Message qui revient à l’essentiel finalement, soit le respect d’Autrui et de la Vie en général au nom de Celui qui a donné la Vie.

 

b) Le « pari » de Pascal

Blaise Pascal (17è) : ce mathématicien de formation n'hésite pas à placer la foi au-dessus de la raison. Pour lui la foi ne relève pas de l'intellect mais du cœur. Le cœur n'est pas (ou pas seulement) le siège des sentiments, il faut le concevoir comme le centre mystique de l'être humain, le point sensible et mystérieux qui relie l'homme à son créateur. – Par ailleurs Pascal se livre à un curieux pari, présentant en fait l'alternative suivante : l'homme doit faire le pari de l'existence de Dieu, car si Dieu n'existe pas, pour lui les conséquences seront nulles, et s'il existe alors il gagnera le salut ; tandis que, dans cette dernière hypothèse, l'athée et le mécréant devront rendre des comptes et risquent l'enfer ! Ce "pari" est-il fondé logiquement ? Il faudrait que les chances pour que Dieu existe et les chances pour qu’il n’existe pas soient égales, or du point de vue de la raison ce n’est nullement le cas (toute alternative ne se présente pas sous la forme “une chance sur deux”). A l’époque de la connaissance scientifique, il y a plus de « raisons » de ne pas croire en Dieu plutôt que d’y croire… Il faut plutôt considérer que ce pari comme un « cri du cœur » pour affronter les épreuves de la vie et aider son prochain. La « vraie » vie selon Pascal, selon l’enseignement même de Christ, est une vie de piété et de compassion (envers les miséreux, les malchanceux, etc.). De sorte que faire le pari de croire, d’un point de vue éthique et personnel, serait le seul moyen de mener une vie digne, de dépasser le « divertissement » (manière commune d’oublier notre condition mortelle), donc d’être « sauvé » et, par ricochet, de « gagner » ce fameux pari.

 

c) Les 3 « stades » dans l’existence selon Kierkegaard

De même le philosophe danois Sören Kierkegaard (19è) pose l'existence de Dieu comme la condition d’une existence humaine elle-même authentique, la vérité même de l'existence. Laquelle s'éprouve toujours d'abord subjectivement.
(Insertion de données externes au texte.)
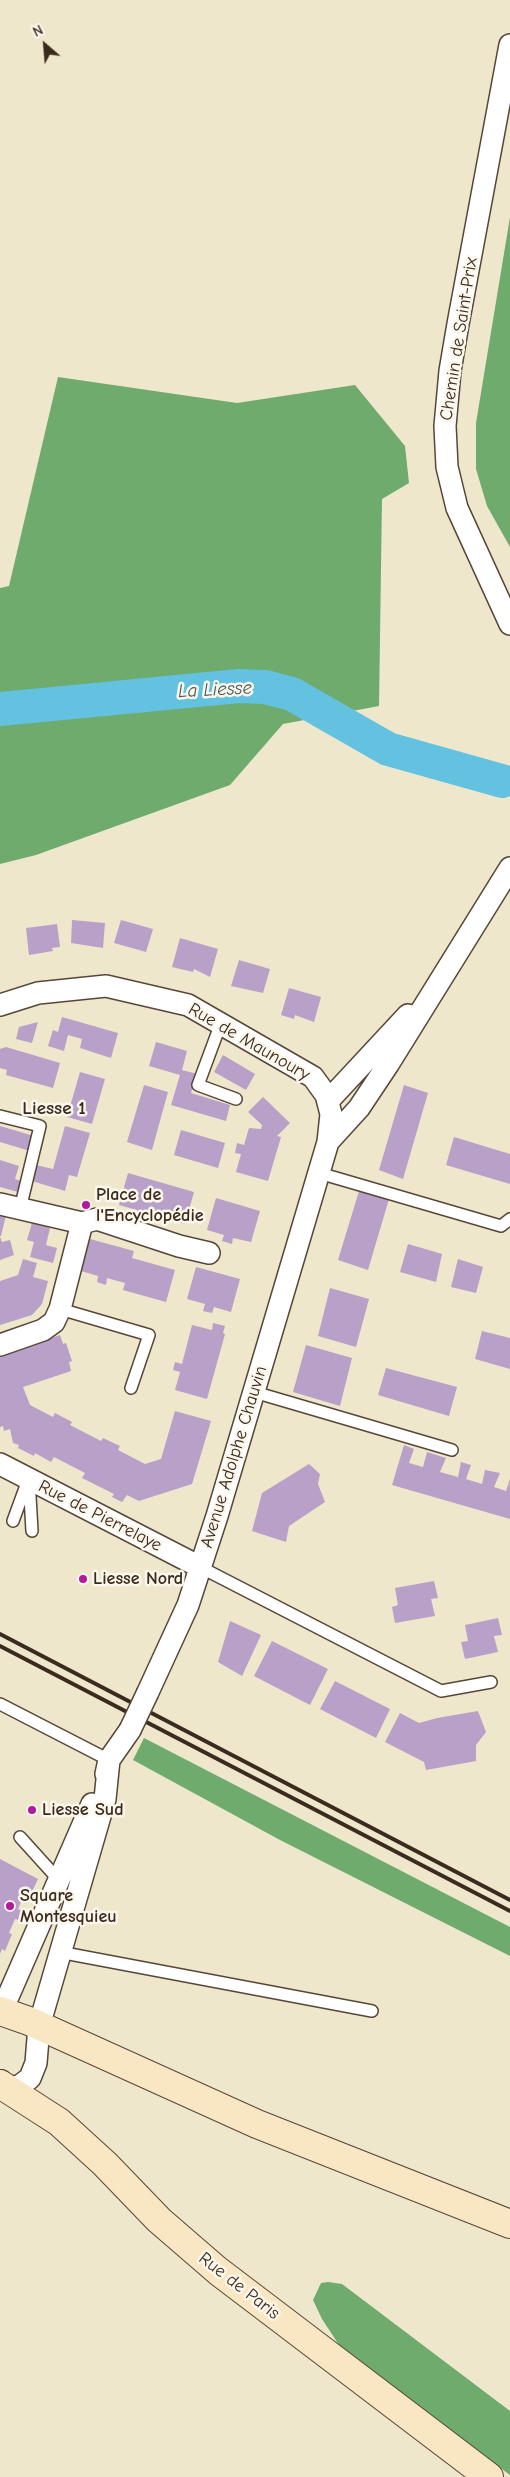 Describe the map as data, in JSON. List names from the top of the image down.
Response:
{
  "streets": {
    "main road": ["Rue de Paris"],
    "street": [
      "Chemin de Saint-Prix",
      "Rue de Maunoury",
      "Avenue Adolphe Chauvin",
      "Rue de Pierrelaye"
    ]
  },
  "crossings": [
    ["Rue de Maunoury", "Avenue Adolphe Chauvin"],
    ["Avenue Adolphe Chauvin", "Rue de Pierrelaye"],
    ["Avenue Adolphe Chauvin", "Rue de Paris"]
  ],
  "districts": ["Liesse 1"],
  "water": ["La Liesse"],
  "places": [
    "Place de l'Encyclopédie",
    "Liesse Nord",
    "Liesse Sud",
    "Square Montesquieu"
  ],
  "north": "top left"
} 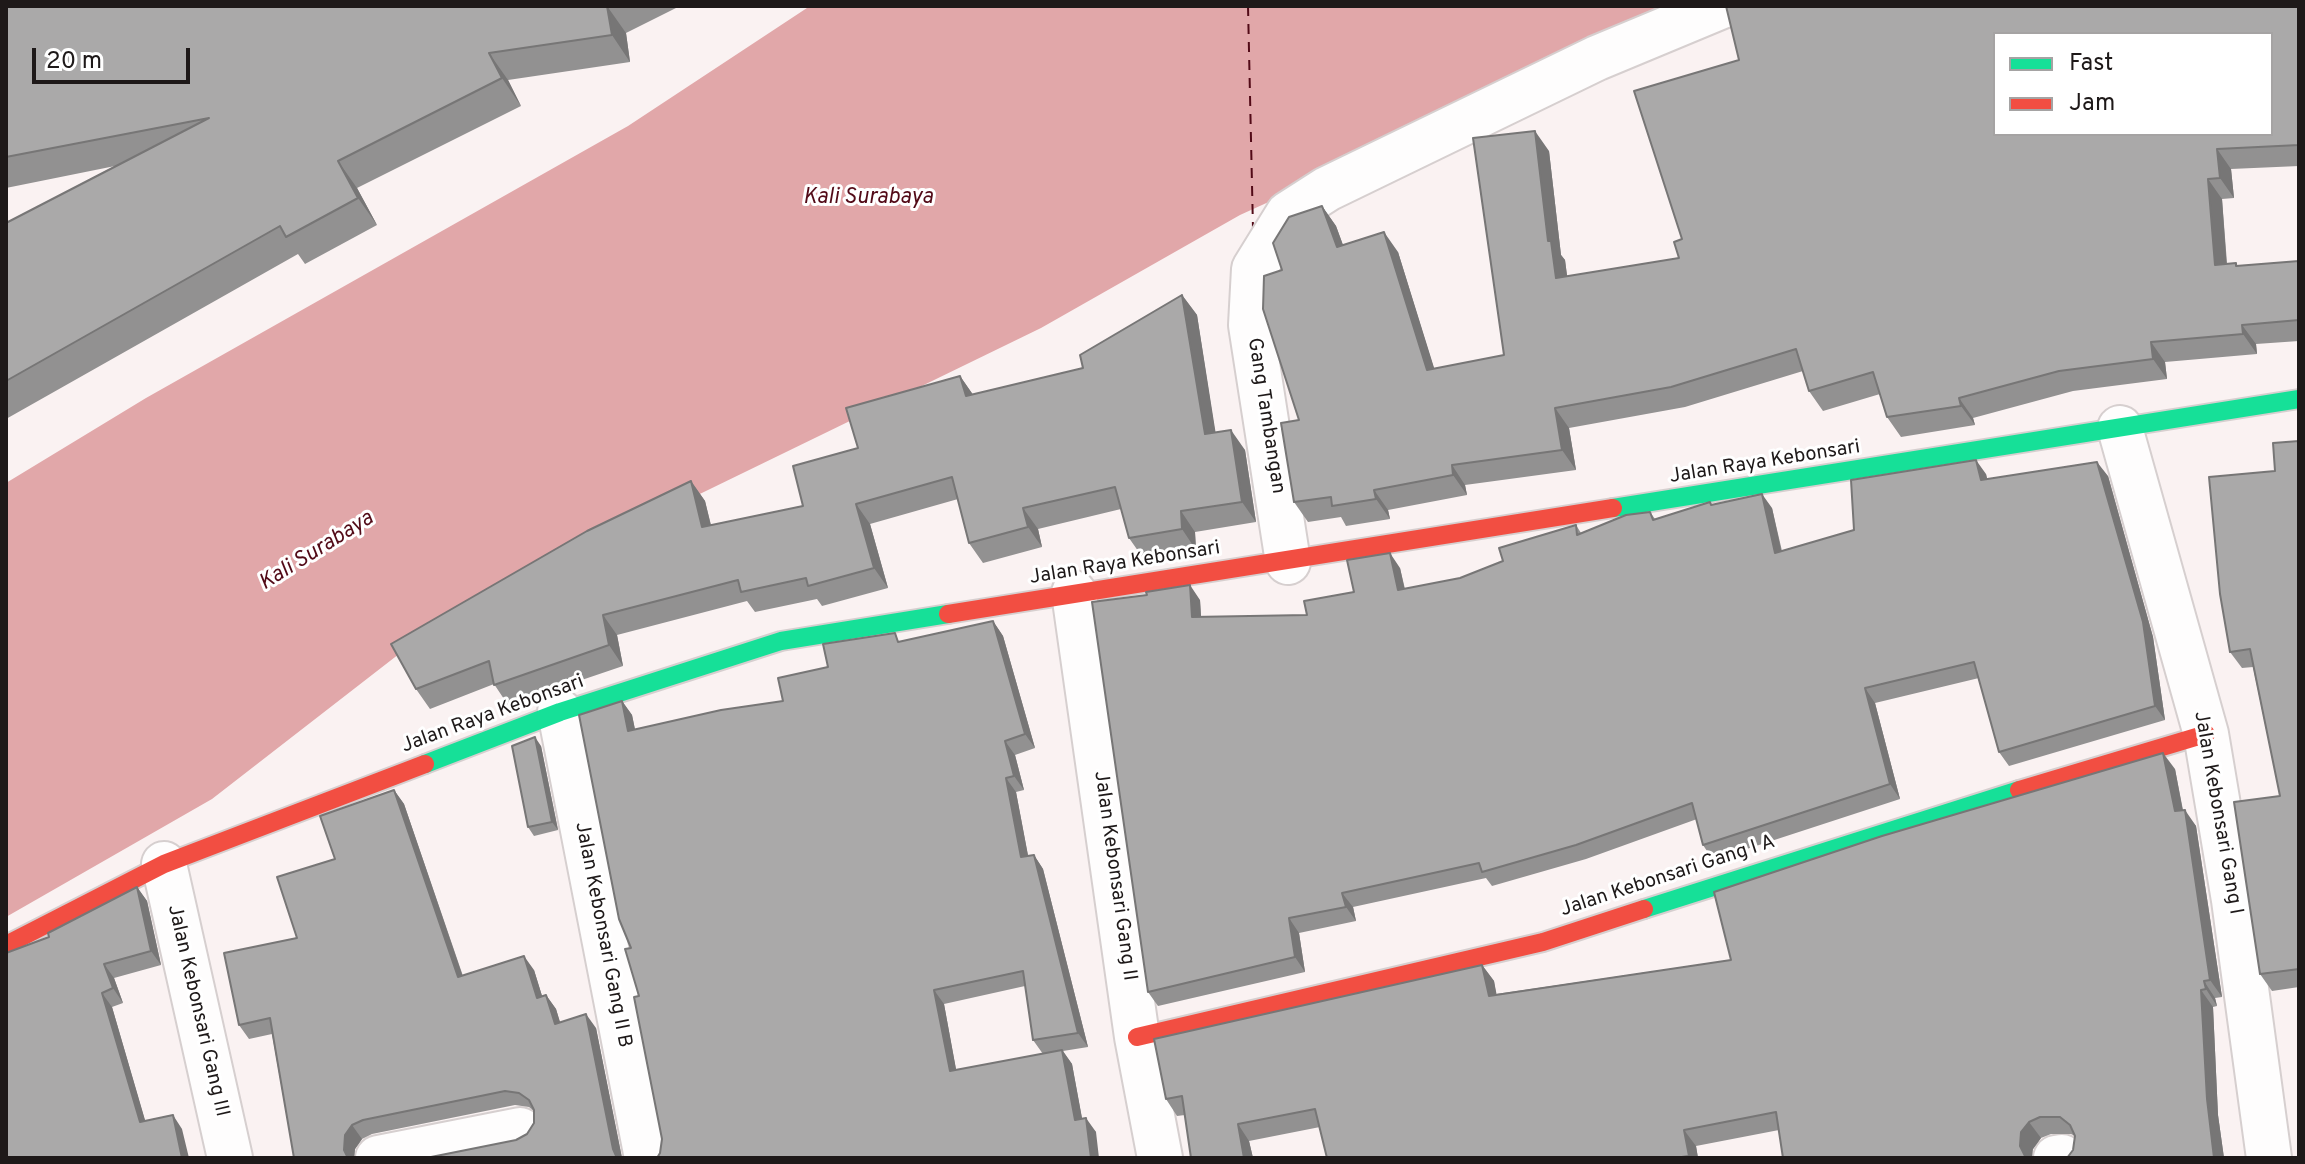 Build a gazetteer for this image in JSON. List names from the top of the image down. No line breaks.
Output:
{"streets":{"main road":["Jalan Raya Kebonsari","Jalan Kebonsari Gang I A"],"street":["Gang Tambangan","Jalan Kebonsari Gang I","Jalan Kebonsari Gang II","Jalan Kebonsari Gang II B","Jalan Kebonsari Gang III"]},"crossings":[["Gang Tambangan","Jalan Raya Kebonsari"],["Jalan Raya Kebonsari","Jalan Kebonsari Gang I"],["Jalan Raya Kebonsari","Jalan Kebonsari Gang II"],["Jalan Raya Kebonsari","Jalan Kebonsari Gang II B"],["Jalan Raya Kebonsari","Jalan Kebonsari Gang III"],["Jalan Kebonsari Gang I","Jalan Kebonsari Gang I A"],["Jalan Kebonsari Gang II","Jalan Kebonsari Gang I A"]],"water":["Kali Surabaya"],"legend":["Fast","Jam"],"scale_bar":"20 m"} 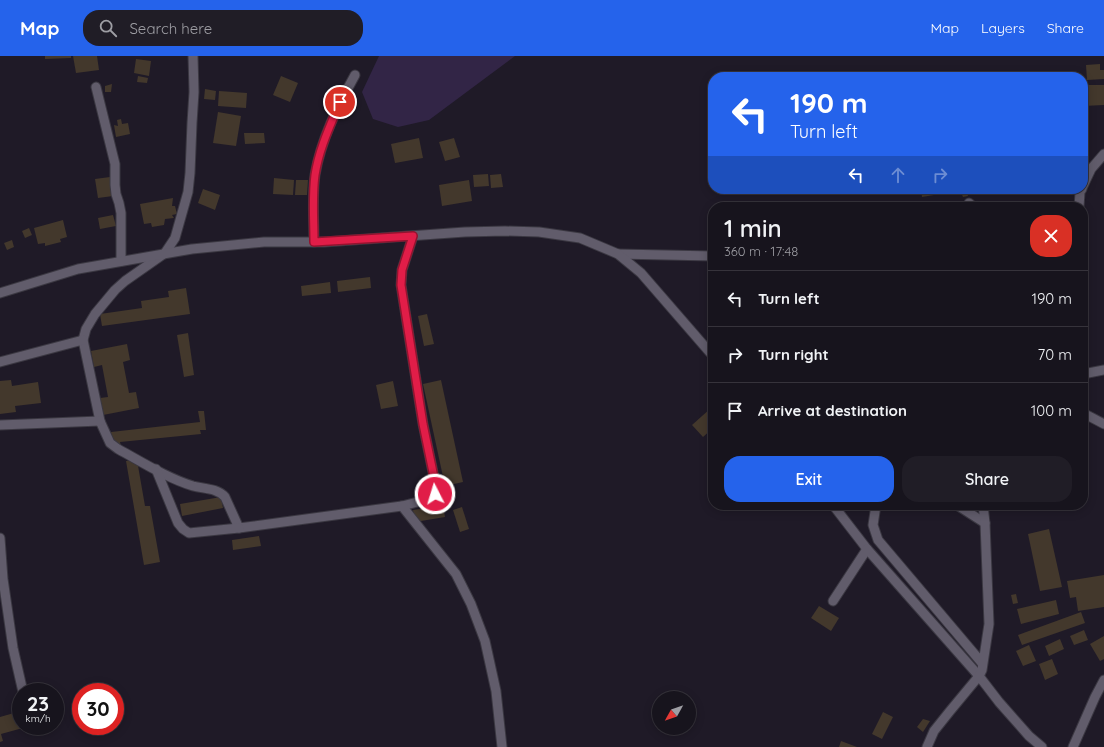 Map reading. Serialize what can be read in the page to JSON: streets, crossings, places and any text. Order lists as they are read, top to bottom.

Kierkegaard distingue 3 stades dans l’existence. 1) Le stade « esthétique » : marqué par la superficialité, la recherche de la jouissance et la séduction, cette vie ne même qu’au désespoir et au vide de sens. 2) Le stade « éthique » : c’est l’engagement dans la cité, ou la fidélité auprès d’une épouse ou d’un époux. L’on se sent responsable et l’on assume librement son existence. Ce qui donne de l’espoir. 3) Le stade « religieux » : les règles de l’éthique sont rationnelles et c’est pour cela qu’elles sont limitées (aux codes sociaux, aux faiblesses de la raison elle-même), donc au-delà le stade religieux consiste à « faire un saut » dans la foi (la foi en Dieu et en l’au-delà). Un acte qui peut paraît absurde pour la raison (de même qu’Abraham s’apprêtait à faire quelque chose d’absurde et horrible en sacrifiant son fils), mais qui témoigne en fait qu’une espérance profonde à la mesure de la confiance qu’on a en Dieu (ainsi Abraham avait confiance dans le fait que Dieu lui rendrait son fils – et de fait, Dieu arrête son geste, avant le sacrifice). L'espoir diffère de l'espérance en ce sens que l'espoir s'engage là où il y a des chances de réussir alors que l'espérance s'engage contre toute attente rationnelle. Lorsque tout espoir est perdu, il nous reste encore l'espérance qu'un miracle advienne.

On voit bien que, d'un point de vue rationnel ou existentiel, la religion n'est nullement une absurdité, à défaut d'être totalement justifiée. Il y a du sens, il y a de la pensée dans la religion, et une forme de rationalité dans la croyance. Elle comprend en outre une dimension éthique indéniable.